Ma cosa le succede? Prima mi tratta male, mi schianta al suolo, e poi… E poi diventa dolce come uno zuccherino, la dannata. Bah. Non riesco proprio a capirle, le donne.
«Io non voooglio che tu scompaia», risponde. «Nella mia epoca, in alcuni libri si parla di vampiri, e i vampiri scompaiono col sole, e io non voooglio che tu – non scomparirai, vero? Non sei un vampiro».

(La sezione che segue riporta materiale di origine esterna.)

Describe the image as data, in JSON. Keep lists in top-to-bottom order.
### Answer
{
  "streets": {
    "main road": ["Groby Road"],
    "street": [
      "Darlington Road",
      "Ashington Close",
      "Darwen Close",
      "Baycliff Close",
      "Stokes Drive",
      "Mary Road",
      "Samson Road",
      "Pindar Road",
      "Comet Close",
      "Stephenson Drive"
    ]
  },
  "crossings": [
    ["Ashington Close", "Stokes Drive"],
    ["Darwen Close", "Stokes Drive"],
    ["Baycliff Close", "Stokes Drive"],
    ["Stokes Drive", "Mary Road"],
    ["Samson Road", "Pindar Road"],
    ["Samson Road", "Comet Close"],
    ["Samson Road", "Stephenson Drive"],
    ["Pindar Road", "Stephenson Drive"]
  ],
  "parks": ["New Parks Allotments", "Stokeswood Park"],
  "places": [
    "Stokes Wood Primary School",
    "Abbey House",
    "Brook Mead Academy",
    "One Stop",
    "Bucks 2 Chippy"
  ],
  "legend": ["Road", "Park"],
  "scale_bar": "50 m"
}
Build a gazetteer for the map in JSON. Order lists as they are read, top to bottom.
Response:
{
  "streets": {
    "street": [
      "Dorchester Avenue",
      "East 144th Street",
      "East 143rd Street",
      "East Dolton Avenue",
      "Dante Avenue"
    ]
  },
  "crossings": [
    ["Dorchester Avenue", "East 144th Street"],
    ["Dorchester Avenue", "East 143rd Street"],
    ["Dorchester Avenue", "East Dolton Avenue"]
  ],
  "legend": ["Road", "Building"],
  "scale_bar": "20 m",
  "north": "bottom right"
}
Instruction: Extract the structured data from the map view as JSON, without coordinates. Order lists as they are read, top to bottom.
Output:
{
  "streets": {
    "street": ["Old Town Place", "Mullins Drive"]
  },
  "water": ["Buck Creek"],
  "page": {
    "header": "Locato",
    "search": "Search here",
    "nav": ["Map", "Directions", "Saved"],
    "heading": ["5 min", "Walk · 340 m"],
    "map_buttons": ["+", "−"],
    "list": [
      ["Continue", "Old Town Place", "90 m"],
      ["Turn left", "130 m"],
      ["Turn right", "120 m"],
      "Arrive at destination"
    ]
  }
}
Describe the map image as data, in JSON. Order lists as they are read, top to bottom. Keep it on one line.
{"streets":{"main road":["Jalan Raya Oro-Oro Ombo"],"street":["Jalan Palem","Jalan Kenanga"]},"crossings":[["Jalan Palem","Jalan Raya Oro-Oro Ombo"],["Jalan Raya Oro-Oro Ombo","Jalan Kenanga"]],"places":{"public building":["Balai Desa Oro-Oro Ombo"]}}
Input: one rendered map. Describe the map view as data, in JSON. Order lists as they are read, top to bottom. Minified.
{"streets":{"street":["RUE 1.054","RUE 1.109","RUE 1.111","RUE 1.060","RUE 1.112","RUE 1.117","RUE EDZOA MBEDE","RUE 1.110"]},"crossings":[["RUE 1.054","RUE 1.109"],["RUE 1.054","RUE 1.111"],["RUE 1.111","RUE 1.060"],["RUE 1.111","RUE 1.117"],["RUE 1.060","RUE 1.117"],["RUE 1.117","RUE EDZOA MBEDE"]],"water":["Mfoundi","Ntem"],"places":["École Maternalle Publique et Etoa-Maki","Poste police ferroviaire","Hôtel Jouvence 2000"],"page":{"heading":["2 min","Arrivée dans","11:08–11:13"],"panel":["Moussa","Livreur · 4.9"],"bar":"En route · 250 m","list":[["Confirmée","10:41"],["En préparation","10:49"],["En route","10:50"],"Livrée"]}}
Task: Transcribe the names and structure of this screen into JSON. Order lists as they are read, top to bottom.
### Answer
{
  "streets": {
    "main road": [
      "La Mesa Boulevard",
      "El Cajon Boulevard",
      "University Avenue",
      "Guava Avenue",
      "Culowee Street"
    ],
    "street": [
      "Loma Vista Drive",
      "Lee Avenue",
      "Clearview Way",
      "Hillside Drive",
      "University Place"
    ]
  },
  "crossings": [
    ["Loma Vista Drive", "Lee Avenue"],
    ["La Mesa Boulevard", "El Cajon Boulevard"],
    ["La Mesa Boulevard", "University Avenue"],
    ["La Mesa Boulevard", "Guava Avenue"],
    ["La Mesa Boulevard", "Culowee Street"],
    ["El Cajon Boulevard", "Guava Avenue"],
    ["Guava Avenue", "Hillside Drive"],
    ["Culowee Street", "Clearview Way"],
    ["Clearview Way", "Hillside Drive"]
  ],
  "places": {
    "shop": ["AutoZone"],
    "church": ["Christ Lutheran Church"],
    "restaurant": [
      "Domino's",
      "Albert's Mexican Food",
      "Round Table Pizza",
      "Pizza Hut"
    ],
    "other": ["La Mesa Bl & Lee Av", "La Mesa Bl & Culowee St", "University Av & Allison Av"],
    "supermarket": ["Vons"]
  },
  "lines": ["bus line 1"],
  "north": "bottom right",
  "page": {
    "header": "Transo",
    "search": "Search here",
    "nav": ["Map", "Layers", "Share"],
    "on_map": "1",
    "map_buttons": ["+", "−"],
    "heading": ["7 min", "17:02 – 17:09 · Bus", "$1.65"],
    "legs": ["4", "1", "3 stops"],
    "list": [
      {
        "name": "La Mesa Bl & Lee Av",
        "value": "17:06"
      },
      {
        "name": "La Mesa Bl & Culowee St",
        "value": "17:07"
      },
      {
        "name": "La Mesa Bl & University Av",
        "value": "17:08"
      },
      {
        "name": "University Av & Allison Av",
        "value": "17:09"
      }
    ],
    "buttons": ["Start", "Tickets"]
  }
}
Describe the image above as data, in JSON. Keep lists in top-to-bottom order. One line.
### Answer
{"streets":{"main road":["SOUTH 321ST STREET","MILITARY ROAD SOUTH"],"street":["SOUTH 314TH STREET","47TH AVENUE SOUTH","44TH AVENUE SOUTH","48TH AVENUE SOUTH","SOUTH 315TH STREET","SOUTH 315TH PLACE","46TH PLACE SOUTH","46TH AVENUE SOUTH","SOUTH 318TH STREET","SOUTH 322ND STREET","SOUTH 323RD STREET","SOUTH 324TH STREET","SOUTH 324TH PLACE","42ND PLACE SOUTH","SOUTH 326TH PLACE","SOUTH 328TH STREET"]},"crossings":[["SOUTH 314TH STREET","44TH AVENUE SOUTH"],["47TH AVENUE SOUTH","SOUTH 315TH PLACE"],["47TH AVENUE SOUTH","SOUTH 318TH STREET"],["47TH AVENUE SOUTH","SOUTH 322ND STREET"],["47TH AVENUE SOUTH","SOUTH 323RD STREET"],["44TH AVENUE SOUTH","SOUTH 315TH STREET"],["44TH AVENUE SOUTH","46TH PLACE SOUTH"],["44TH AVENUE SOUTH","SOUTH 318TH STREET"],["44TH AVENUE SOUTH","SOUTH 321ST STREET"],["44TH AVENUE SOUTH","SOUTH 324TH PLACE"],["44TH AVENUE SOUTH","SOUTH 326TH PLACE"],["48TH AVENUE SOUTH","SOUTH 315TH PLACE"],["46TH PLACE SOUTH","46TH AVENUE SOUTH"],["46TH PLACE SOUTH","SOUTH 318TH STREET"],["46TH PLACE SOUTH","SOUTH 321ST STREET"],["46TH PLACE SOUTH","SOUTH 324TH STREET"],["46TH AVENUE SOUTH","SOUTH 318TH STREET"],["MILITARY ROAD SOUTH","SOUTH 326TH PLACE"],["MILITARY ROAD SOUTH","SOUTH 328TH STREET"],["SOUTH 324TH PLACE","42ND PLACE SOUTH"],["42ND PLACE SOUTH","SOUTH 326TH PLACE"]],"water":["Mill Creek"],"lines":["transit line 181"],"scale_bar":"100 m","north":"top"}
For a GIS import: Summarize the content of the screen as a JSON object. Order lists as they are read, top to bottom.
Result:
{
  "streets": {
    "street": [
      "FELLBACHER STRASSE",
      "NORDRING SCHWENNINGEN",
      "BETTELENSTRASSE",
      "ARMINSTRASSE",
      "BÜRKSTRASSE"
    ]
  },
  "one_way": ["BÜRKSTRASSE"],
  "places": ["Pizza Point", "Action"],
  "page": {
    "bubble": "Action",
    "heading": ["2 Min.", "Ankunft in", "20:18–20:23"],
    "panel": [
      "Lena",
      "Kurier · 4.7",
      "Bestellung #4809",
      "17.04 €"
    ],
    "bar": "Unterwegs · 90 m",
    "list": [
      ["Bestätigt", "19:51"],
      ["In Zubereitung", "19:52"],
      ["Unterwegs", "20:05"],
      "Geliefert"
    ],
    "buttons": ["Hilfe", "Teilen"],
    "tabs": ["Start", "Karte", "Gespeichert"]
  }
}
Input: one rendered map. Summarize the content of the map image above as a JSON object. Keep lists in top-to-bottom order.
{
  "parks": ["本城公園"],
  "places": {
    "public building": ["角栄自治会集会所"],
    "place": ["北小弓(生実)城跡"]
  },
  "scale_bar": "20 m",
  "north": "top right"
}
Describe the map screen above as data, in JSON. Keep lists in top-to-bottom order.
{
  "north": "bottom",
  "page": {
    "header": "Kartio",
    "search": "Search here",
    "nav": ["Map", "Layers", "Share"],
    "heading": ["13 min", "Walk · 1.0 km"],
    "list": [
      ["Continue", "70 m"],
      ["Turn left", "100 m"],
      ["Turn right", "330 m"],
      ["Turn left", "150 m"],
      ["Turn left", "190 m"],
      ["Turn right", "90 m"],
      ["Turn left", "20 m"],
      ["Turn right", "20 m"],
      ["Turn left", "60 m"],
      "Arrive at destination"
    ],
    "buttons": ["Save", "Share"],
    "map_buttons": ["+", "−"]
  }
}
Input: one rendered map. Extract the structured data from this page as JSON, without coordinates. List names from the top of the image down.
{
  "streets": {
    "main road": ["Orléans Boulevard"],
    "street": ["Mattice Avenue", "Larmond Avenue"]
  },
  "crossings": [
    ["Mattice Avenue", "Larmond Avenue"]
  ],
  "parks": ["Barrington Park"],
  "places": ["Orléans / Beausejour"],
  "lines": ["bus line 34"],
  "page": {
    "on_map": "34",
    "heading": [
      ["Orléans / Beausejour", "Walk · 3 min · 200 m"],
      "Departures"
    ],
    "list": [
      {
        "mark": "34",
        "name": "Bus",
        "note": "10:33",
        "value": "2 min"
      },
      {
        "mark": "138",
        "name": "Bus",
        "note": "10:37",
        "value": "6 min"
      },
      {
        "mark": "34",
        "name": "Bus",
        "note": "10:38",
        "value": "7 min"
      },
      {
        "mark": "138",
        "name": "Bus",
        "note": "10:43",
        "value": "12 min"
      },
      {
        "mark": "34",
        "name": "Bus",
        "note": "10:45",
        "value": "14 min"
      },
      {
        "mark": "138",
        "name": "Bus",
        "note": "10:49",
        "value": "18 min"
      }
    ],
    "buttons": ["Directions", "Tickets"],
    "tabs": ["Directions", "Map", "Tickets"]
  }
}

«Vampiri?». Inarco un sopracciglio, interdetto: che roba è un vampiro?
«Un vampiro è un uomo che beve il sangue umano».
La guardo, cercando di capirci qualcosa. «Un demone, allora».
Lei fa cenno di no con il capo, prima di ridere – ecco, è definitivamente andata. «Non importa, non importa. Ti ho paragonato ad un vampiro solo perché i vampiri spariscono con la luce solare, tutto qui. Se mi prometti di non sparire domattina, non mi importa null’altro».
«Non sparirò mai – ti ho già chiesto di non farmi dire cose imbarazzanti, no? E ora dormi».
Sospira, sistemandosi meglio sul mio petto. «Buonanotte».
«’Notte».

 
 
 

 
 
 
Nota finale: ho corretto gli errori di grammatica – e c’erano, eccome se c’erano – e inserito qua e là qualche parola, ma niente di eccezionale, lo ammetto.
Ah, sì. Ho tolto il grassetto. Odio il grassetto nelle fic.
E il maiuscolo, stessa cosa.
U_____U Alla prossima, e perdonate lo sclero OOC.